Şuraya da bir tuğla koyayım, şu görevi de yapayım. Hah! Siz mi geldiniz, geçin oturun şöyle anlatacaklarım var. Size, The LEGO Movie 2 Videogame’den ve almaya değer olup olmadığından bahsedeceğim.
LEGO, yıllar önce ayaklarımızın basacağı yerlerde saklanıp bize pusu kurarken, bugünlerde sevdiğimiz klasikleri LEGO haline getirip, şirin şirin önümüze sunmakla meşgul. Bir noktadan sonra biz niye kendimiz bir şeyler yapmıyoruz demeleriyle ortaya çıkan LEGO Movie serisi, türünün güzel örneklerinden.
Peki buraya filmi övmeye geldik mi? Hayır. Ancak LEGO, olması tasarlanmamış şeyleri çok iyi bir biçimde kendi dünyasına aktarabilen bir ekip, hali hazırda LEGO ile hazırlanmış bir materyali oyuna aktarmakta zorlanmamış.
Hikaye olarak filmi takip eden oyunumuz, filmi izleyenlere oldukça tanıdık gelecek bir açılış ve hikaye örgüsüyle başlıyor. Bu hem iyi, hem kötü olarak algılanabilir. Hatta oyun, eğer serinin bir önceki oyunu Lego Worlds’ü oynadıysanız gereğinden fazla tanıdık gelecektir ki sık sık bu oyunu anacağız. Normal bir LEGO adaptasyonunda hikaye odaklı bir oynanış gözetilir. Burada ise açık dünyada görev odaklı yapı hakim, oyunun Lego Worlds ile benzerliğinin ilk adımı da bu. Görevler oldukça kolay ve genelde sizi çok zorlamayacak şekilde tasarlanmış. Görevleri yaparken, birinin sol omzumdan “Aaa şu şey bozulmuş, acaba 4 saniye önce aldığın şeyin bir etkisi olabilir mi?” dediğini hissettim hep.

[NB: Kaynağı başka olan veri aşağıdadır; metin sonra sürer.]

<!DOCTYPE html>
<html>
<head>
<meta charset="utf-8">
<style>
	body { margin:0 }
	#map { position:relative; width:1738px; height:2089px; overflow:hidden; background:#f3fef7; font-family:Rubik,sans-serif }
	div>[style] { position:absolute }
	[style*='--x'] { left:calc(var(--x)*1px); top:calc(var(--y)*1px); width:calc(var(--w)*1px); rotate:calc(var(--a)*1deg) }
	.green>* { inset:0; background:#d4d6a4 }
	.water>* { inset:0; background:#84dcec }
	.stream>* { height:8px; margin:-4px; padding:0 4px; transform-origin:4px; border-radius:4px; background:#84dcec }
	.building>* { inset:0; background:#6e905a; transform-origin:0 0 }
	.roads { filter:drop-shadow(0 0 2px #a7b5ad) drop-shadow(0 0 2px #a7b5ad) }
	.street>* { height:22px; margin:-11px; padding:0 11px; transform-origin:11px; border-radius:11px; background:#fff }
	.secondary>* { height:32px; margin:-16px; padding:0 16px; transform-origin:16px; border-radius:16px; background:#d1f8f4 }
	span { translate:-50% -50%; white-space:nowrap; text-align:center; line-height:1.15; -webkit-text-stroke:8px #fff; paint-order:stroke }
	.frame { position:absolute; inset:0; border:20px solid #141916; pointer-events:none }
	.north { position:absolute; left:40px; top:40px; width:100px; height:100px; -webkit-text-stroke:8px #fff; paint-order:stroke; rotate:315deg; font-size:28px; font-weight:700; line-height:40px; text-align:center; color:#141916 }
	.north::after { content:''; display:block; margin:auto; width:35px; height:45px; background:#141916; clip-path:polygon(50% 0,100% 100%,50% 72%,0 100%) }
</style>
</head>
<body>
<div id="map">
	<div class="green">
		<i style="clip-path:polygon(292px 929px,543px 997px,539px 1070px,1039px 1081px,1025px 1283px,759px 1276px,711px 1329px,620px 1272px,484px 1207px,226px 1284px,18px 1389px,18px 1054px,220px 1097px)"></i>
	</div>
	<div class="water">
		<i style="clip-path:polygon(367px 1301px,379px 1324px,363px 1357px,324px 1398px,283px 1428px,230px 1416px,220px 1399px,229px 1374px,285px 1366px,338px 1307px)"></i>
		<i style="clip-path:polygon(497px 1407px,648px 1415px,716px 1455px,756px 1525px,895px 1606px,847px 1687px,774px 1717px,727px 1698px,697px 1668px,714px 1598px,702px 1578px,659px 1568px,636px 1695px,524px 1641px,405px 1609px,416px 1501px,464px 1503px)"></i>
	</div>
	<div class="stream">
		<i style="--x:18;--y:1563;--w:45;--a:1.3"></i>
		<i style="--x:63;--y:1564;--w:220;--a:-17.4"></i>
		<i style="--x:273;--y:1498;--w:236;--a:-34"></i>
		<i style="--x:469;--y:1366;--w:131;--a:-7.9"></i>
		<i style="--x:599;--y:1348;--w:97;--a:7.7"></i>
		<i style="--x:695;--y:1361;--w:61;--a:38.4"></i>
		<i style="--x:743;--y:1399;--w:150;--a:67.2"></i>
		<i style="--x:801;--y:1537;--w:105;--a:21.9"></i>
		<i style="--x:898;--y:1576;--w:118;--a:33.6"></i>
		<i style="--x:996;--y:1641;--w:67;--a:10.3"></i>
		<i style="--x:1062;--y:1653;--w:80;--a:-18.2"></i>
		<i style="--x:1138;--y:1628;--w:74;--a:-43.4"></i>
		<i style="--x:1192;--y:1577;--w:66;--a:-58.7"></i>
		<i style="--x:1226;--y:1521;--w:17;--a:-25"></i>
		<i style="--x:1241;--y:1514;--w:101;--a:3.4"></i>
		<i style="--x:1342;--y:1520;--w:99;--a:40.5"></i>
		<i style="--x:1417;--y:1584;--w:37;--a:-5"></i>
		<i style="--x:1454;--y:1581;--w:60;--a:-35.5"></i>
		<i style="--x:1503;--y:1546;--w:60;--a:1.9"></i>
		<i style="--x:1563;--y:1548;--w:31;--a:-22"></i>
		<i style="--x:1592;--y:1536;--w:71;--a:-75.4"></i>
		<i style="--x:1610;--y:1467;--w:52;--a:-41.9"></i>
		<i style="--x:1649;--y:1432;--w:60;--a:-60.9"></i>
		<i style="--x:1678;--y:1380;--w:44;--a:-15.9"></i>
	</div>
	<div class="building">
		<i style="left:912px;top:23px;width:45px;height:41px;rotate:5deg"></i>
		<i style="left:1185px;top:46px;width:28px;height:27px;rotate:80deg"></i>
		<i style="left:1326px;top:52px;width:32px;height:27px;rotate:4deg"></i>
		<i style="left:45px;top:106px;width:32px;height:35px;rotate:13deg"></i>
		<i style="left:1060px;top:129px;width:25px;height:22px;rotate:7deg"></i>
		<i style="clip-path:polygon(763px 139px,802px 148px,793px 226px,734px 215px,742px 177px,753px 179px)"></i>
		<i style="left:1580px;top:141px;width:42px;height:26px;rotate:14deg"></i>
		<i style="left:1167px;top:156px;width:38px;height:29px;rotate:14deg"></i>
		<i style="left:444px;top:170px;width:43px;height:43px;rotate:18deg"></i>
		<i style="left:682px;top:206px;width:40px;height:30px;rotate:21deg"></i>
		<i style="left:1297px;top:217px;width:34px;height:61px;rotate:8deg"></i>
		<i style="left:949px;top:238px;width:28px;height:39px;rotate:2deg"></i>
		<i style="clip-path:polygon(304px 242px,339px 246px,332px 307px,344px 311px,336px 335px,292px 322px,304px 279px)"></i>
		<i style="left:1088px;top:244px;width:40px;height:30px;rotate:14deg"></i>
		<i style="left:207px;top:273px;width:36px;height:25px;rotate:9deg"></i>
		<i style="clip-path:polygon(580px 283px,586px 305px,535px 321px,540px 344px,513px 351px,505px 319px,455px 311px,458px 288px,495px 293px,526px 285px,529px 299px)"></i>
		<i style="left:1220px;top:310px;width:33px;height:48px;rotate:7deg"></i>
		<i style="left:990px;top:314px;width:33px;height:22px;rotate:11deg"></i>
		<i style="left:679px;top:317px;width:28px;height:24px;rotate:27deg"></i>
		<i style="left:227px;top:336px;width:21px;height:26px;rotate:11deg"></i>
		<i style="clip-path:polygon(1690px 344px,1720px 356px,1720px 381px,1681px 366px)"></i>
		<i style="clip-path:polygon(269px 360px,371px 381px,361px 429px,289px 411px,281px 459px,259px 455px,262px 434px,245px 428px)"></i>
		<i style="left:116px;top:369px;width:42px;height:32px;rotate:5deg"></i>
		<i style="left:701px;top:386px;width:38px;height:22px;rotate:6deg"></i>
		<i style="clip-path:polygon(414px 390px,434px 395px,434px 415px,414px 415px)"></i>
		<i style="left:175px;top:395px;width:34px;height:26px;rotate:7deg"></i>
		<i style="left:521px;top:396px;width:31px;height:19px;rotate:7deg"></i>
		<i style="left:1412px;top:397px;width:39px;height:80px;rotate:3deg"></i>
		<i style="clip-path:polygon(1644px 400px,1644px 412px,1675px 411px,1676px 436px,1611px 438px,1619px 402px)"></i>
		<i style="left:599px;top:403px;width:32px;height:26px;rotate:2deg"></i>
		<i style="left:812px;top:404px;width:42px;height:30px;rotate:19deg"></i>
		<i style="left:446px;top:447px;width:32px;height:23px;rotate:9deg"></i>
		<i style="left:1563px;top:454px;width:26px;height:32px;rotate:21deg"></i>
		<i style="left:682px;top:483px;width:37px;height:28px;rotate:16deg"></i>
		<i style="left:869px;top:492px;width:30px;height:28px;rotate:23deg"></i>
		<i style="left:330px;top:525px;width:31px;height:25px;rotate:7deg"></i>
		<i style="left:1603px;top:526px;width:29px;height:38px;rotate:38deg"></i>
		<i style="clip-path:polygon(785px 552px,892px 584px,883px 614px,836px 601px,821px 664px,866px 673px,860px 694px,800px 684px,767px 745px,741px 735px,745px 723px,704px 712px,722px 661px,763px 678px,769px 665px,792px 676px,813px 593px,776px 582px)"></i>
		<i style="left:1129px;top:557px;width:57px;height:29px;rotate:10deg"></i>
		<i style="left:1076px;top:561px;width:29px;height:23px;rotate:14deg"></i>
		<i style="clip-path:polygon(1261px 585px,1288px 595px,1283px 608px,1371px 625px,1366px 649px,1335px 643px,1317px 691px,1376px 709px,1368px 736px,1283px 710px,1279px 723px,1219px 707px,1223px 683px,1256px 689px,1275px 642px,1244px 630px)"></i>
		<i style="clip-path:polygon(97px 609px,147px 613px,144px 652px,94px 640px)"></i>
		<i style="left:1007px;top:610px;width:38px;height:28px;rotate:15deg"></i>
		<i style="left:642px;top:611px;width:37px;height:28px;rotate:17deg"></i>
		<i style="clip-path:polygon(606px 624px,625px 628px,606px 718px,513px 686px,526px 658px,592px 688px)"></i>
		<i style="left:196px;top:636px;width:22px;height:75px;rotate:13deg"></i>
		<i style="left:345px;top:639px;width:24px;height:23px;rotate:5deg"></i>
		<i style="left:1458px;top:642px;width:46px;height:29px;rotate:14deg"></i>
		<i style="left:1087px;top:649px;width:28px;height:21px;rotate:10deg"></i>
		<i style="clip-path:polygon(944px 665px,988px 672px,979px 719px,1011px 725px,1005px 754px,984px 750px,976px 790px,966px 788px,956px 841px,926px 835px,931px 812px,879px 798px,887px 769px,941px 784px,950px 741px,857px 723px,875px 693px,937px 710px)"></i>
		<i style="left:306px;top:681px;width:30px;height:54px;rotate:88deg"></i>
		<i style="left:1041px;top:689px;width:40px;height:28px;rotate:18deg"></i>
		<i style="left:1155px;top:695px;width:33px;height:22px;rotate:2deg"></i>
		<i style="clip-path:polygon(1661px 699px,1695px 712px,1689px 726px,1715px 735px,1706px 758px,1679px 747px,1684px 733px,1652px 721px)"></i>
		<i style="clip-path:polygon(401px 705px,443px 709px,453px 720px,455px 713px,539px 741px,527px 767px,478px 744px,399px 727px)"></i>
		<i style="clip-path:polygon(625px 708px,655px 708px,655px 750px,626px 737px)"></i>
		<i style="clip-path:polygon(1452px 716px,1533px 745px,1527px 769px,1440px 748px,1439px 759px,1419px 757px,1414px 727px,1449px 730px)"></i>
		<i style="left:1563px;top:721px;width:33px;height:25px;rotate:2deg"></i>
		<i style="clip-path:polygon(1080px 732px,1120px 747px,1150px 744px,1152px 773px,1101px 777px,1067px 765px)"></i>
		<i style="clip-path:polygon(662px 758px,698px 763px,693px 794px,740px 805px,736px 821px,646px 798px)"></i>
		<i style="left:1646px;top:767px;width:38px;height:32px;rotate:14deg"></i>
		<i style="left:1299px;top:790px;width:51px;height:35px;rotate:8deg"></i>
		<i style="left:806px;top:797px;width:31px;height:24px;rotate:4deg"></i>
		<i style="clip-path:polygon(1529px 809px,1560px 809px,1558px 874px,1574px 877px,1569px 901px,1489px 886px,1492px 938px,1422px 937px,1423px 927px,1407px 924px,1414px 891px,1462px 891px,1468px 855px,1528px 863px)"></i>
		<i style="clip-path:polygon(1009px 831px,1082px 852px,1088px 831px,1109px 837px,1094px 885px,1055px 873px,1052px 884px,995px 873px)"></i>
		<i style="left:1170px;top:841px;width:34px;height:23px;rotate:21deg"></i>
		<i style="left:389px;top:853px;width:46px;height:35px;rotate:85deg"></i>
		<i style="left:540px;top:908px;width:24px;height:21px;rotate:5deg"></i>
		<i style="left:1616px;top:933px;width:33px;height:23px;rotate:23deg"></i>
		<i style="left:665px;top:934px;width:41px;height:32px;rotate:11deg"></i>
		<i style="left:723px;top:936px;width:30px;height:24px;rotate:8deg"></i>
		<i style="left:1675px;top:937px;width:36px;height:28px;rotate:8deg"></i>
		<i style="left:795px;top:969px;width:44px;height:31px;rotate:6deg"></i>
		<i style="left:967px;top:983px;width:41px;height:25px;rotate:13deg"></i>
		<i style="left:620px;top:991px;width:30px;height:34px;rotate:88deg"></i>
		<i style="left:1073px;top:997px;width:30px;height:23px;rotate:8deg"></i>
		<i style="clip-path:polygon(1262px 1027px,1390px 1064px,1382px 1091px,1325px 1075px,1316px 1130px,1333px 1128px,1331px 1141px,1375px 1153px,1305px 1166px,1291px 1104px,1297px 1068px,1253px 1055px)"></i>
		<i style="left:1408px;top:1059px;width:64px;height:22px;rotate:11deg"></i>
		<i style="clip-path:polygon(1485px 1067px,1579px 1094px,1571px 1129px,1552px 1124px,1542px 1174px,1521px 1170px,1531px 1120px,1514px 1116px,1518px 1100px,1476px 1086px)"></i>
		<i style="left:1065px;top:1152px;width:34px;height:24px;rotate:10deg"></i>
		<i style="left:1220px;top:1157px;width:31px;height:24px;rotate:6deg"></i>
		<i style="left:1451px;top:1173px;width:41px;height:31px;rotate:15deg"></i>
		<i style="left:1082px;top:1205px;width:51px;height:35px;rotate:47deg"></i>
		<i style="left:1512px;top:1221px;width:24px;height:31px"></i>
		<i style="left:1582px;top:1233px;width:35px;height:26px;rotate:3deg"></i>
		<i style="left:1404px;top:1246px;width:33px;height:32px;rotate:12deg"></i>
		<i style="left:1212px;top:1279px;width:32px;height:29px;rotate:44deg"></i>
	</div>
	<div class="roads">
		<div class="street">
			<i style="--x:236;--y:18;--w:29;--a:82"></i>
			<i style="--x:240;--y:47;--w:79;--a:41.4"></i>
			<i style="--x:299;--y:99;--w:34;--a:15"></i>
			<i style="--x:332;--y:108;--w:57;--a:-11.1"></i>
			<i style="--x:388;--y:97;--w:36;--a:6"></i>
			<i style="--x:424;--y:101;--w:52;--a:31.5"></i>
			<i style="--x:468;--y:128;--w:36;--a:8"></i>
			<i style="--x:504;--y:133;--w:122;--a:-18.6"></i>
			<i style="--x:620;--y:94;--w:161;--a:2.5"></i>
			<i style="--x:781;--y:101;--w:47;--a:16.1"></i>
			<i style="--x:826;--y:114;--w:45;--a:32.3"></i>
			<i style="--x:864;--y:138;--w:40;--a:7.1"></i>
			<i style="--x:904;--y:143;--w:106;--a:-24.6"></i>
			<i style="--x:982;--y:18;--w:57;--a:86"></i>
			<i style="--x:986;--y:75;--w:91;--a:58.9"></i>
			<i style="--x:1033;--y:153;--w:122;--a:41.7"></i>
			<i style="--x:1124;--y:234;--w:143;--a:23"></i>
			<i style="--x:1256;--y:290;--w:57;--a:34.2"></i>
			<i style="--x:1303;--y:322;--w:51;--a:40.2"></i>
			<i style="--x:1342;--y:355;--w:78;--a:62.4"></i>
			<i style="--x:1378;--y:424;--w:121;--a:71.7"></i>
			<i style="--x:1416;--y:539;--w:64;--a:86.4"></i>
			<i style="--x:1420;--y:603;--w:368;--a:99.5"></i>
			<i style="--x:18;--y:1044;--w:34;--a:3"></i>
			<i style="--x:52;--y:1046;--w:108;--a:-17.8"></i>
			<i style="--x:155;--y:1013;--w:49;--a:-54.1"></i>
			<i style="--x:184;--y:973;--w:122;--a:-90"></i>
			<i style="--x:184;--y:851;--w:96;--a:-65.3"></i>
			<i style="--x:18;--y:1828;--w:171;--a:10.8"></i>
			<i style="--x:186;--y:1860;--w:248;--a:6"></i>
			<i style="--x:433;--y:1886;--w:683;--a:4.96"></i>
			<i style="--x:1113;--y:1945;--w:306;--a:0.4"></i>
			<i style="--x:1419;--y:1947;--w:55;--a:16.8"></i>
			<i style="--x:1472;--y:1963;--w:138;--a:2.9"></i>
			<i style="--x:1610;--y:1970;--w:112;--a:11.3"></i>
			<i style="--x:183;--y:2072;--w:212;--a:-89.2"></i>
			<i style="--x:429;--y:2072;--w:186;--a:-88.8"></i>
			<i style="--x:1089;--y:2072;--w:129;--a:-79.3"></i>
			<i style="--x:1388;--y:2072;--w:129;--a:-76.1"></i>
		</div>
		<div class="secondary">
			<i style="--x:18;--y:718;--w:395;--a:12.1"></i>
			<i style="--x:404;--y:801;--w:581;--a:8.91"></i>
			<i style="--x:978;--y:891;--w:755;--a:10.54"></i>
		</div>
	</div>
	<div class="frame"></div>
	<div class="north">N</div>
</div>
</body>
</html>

LEGO dediğimiz oyun yapısız olmaz, nitekim bu oyunda da fersah fersah var. Lego Worlds’te olduğu gibi mevcut envanter ile bir şeyler yapma kısmı aynen korunmuş, hatta bu yapıları geliştirecek ve keşfedecek araçlarınız da aynen duruyor. Renkli LEGO tuğlalarımız ana yapı birimimiz, bir şeyleri kırarak bolca edinmek mümkün. Bulamıyorsanız da paket olarak oyun içi Dükkan’dan oyun içi para ile satın alabiliyorsunuz. Bu noktada oyun, genel olarak size bir zorluk çıkarmıyor diyebiliriz.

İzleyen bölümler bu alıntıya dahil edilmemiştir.